**Extracted data**
----------------------------------------

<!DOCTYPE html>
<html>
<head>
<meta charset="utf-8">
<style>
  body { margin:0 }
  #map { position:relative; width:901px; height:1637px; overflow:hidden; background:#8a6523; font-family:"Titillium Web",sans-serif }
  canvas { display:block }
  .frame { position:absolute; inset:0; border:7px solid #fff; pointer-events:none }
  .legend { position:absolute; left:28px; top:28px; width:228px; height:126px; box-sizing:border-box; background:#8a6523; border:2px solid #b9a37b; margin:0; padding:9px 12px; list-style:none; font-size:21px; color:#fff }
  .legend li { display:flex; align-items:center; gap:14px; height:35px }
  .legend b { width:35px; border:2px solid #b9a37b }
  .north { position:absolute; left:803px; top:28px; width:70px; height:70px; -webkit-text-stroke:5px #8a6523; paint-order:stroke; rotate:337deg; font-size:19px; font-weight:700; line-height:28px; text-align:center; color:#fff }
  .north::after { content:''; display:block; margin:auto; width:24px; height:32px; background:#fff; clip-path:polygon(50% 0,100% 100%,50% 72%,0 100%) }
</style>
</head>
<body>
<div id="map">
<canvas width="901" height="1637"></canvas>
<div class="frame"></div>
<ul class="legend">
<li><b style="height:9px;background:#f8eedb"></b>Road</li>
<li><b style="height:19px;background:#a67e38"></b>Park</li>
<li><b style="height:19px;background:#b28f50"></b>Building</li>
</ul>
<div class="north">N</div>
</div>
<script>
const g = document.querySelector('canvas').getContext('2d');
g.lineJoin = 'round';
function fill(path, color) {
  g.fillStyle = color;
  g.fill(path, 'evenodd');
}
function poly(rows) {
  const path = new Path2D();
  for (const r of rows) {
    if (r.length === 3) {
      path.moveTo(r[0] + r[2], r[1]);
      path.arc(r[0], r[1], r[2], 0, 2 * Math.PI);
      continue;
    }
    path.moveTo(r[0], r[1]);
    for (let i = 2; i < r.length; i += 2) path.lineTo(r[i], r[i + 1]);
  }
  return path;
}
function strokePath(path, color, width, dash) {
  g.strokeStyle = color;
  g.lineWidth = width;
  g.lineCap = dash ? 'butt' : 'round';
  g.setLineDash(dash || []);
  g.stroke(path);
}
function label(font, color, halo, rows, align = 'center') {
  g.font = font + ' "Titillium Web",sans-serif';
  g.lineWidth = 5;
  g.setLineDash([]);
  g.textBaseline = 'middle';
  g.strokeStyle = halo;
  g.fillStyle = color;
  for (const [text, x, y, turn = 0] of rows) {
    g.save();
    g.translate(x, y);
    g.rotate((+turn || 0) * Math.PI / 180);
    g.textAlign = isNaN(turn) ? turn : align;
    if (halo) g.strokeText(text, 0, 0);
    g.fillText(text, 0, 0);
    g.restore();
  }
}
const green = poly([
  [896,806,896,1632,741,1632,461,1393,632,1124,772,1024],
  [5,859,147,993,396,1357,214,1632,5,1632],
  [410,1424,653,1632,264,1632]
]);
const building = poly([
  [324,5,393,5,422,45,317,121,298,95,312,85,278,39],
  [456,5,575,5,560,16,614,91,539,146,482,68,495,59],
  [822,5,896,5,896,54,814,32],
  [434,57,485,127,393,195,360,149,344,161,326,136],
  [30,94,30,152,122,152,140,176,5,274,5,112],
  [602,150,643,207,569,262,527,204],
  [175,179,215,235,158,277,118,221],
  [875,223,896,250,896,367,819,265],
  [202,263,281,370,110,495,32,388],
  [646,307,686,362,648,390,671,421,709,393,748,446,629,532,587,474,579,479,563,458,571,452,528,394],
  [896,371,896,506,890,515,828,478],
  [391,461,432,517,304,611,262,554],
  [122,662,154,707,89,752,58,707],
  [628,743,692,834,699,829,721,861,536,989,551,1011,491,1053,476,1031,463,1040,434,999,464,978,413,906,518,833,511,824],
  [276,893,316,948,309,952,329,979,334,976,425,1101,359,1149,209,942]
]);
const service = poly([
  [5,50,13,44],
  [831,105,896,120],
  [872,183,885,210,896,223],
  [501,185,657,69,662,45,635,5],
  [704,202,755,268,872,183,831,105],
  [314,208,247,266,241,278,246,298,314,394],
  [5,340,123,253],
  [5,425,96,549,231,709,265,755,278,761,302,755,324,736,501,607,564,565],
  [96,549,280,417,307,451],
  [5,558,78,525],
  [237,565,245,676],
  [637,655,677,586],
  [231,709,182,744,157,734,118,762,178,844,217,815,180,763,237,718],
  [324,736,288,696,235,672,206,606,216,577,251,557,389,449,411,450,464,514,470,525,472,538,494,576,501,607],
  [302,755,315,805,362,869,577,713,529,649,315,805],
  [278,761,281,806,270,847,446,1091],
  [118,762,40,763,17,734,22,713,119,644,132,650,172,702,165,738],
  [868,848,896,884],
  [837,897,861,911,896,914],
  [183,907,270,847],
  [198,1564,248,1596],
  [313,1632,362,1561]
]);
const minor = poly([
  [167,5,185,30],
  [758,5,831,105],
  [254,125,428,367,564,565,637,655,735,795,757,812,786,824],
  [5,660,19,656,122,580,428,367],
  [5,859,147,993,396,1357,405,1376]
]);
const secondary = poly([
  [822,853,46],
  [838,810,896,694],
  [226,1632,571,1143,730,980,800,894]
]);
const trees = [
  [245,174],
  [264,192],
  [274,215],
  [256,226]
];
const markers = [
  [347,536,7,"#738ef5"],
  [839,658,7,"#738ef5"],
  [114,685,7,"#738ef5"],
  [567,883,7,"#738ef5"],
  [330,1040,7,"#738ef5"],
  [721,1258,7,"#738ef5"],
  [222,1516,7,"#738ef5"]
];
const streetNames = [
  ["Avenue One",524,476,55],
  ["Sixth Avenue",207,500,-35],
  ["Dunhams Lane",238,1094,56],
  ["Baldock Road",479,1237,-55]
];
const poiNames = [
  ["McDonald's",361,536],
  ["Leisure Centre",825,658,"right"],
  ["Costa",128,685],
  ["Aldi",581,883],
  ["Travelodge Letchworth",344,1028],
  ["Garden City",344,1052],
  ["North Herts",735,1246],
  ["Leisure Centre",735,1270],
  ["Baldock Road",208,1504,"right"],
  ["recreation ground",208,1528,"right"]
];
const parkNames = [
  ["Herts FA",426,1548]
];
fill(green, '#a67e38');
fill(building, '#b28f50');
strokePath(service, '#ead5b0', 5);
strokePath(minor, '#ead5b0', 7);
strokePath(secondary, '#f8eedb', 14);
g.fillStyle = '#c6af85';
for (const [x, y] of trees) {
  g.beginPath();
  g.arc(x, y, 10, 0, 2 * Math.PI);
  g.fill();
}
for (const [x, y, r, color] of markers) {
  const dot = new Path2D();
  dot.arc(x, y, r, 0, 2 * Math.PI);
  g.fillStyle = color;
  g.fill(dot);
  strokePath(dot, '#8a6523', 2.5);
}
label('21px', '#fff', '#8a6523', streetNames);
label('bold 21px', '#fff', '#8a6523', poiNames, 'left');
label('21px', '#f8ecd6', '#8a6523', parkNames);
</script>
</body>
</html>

----------------------------------------

**What you will do**
Output each line of the records above exactly, beginning at the first, and stop once the line containing "position:absolute; left:803px; top:28px;" has been output.

**Solution for this problem**
<!DOCTYPE html>
<html>
<head>
<meta charset="utf-8">
<style>
  body { margin:0 }
  #map { position:relative; width:901px; height:1637px; overflow:hidden; background:#8a6523; font-family:"Titillium Web",sans-serif }
  canvas { display:block }
  .frame { position:absolute; inset:0; border:7px solid #fff; pointer-events:none }
  .legend { position:absolute; left:28px; top:28px; width:228px; height:126px; box-sizing:border-box; background:#8a6523; border:2px solid #b9a37b; margin:0; padding:9px 12px; list-style:none; font-size:21px; color:#fff }
  .legend li { display:flex; align-items:center; gap:14px; height:35px }
  .legend b { width:35px; border:2px solid #b9a37b }
  .north { position:absolute; left:803px; top:28px; width:70px; height:70px; -webkit-text-stroke:5px #8a6523; paint-order:stroke; rotate:337deg; font-size:19px; font-weight:700; line-height:28px; text-align:center; color:#fff }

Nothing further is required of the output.